By the 1960s scientists had grown sufficiently frustrated by how little they understood of the Earth’s interior that they decided to try to do something about it. Specifically, they got the idea to drill through the ocean floor (the continental crust was too thick) to the Moho discontinuity and to extract a piece of the Earth’s mantle for examination at leisure. The thinking was that if they could understand the nature of the rocks inside the Earth, they might begin to understand how they interacted, and thus possibly be able to predict earthquakes and other unwelcome events.

The project became known, all but inevitably, as the Mohole and it was pretty well disastrous. The hope was to lower a drill through 14,000 feet of Pacific Ocean water off the coast of Mexico and drill some 17,000 feet through relatively thin crustal rock. Drilling from a ship in open waters is, in the words of one oceanographer, “like trying to drill a hole in the sidewalks of New York from atop the Empire State Building using a strand of spaghetti.” Every attempt ended in failure. The deepest they penetrated was only about 600 feet. The Mohole became known as the No Hole. In 1966, exasperated with ever-rising costs and no results, Congress killed the project.

Four years later, Soviet scientists decided to try their luck on dry land. They chose a spot on Russia’s Kola Peninsula, near the Finnish border, and set to work with the hope of drilling to a depth of fifteen kilometers. The work proved harder than expected, but the Soviets were commendably persistent. When at last they gave up, nineteen years later, they had drilled to a depth of 12,262 meters, or about 7.6 miles. Bearing in mind that the crust of the Earth represents only about 0.3 percent of the planet’s volume and that the Kola hole had not cut even one-third of the way through the crust, we can hardly claim to have conquered the interior.

Interestingly, even though the hole was modest, nearly everything about it was surprising. Seismic wave studies had led the scientists to predict, and pretty confidently, that they would encounter sedimentary rock to a depth of 4,700 meters, followed by granite for the next 2,300 meters and basalt from there on down. In the event, the sedimentary layer was 50 percent deeper than expected and the basaltic layer was never found at all. Moreover, the world down there was far warmer than anyone had expected, with a temperature at 10,000 meters of 180 degrees centigrade, nearly twice the forecasted level. Most surprising of all was that the rock at that depth was saturated with water—something that had not been thought possible.

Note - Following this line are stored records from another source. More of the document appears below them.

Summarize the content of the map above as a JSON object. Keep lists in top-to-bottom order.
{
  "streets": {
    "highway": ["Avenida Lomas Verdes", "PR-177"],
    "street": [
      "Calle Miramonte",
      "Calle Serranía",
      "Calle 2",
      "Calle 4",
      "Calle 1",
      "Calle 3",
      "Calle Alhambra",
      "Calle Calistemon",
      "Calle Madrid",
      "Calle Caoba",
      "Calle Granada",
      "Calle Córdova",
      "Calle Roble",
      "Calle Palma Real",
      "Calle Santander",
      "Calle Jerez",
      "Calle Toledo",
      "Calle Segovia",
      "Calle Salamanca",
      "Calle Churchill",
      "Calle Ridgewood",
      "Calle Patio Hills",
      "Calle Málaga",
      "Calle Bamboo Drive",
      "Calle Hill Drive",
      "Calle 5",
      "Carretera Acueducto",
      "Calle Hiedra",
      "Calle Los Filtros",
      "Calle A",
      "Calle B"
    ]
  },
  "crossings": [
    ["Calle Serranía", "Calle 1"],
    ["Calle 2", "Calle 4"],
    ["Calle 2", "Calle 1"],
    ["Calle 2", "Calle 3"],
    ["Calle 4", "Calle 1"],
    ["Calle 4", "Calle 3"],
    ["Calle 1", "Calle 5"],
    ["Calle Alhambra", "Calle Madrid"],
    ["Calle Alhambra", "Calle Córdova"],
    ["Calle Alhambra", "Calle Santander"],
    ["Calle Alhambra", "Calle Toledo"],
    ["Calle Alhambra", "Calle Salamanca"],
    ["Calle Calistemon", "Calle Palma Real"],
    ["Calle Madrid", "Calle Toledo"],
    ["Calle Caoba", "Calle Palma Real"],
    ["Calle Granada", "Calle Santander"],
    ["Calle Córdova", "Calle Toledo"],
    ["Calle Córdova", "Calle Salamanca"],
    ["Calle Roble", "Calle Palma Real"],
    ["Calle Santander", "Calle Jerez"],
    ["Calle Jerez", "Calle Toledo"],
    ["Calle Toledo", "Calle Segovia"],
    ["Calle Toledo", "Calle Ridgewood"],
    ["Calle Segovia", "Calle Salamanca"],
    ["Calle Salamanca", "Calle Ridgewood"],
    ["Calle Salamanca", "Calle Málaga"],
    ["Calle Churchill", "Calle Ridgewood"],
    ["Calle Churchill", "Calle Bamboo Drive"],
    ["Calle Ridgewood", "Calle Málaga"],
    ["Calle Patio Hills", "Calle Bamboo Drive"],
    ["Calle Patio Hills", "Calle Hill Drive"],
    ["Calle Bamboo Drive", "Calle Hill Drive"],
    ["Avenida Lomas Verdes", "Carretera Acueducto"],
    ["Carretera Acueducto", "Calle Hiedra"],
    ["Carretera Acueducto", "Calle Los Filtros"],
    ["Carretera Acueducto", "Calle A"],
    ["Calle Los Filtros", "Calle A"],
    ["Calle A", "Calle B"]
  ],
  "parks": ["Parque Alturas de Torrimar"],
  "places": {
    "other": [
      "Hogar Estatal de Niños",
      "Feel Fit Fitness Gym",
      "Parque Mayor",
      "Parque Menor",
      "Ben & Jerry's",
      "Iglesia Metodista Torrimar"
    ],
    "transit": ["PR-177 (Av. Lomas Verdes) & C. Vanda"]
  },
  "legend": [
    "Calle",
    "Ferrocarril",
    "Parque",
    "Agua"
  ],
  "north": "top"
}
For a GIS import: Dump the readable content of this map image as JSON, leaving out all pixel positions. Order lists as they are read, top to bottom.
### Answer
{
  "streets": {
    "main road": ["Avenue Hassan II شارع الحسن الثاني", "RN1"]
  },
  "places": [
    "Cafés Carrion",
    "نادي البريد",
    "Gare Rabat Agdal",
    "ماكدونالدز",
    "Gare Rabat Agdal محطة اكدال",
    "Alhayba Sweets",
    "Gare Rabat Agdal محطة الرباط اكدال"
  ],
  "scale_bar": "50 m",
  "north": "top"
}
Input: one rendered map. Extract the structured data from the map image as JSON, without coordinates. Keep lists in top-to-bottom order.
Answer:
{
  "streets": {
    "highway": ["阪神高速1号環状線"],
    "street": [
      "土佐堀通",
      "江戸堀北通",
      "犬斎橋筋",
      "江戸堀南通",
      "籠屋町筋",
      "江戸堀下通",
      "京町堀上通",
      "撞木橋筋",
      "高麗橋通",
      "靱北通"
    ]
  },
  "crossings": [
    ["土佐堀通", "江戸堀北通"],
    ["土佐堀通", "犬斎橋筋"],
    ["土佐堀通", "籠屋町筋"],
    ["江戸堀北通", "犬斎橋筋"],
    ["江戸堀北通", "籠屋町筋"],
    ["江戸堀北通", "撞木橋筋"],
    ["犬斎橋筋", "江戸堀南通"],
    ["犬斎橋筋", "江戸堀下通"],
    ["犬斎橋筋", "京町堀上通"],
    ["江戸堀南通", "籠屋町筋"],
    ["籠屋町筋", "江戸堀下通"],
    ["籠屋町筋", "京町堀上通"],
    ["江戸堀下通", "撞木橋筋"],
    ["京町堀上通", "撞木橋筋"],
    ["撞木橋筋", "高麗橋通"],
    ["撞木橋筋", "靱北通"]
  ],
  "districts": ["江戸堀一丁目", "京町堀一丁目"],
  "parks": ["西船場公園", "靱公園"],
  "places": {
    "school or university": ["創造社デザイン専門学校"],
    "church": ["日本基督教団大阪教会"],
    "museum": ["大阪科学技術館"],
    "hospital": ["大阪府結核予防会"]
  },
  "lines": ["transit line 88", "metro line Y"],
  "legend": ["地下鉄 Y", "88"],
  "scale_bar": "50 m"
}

Because we can’t see into the Earth, we have to use other techniques, which mostly involve reading waves as they travel through the interior. We also know a little bit about the mantle from what are known as kimberlite pipes, where diamonds are formed. What happens is that deep in the Earth there is an explosion that fires, in effect, a cannonball of magma to the surface at supersonic speeds. It is a totally random event. A kimberlite pipe could explode in your backyard as you read this. Because they come up from such depths—up to 120 miles down—kimberlite pipes bring up all kinds of things not normally found on or near the surface: a rock called peridotite, crystals of olivine, and—just occasionally, in about one pipe in a hundred—diamonds. Lots of carbon comes up with kimberlite ejecta, but most is vaporized or turns to graphite. Only occasionally does a hunk of it shoot up at just the right speed and cool down with the necessary swiftness to become a diamond. It was such a pipe that made Johannesburg the most productive diamond mining city in the world, but there may be others even bigger that we don’t know about. Geologists know that somewhere in the vicinity of northeastern Indiana there is evidence of a pipe or group of pipes that may be truly colossal. Diamonds up to twenty carats or more have been found at scattered sites throughout the region. But no one has ever found the source. As John McPhee notes, it may be buried under glacially deposited soil, like the Manson crater in Iowa, or under the Great Lakes.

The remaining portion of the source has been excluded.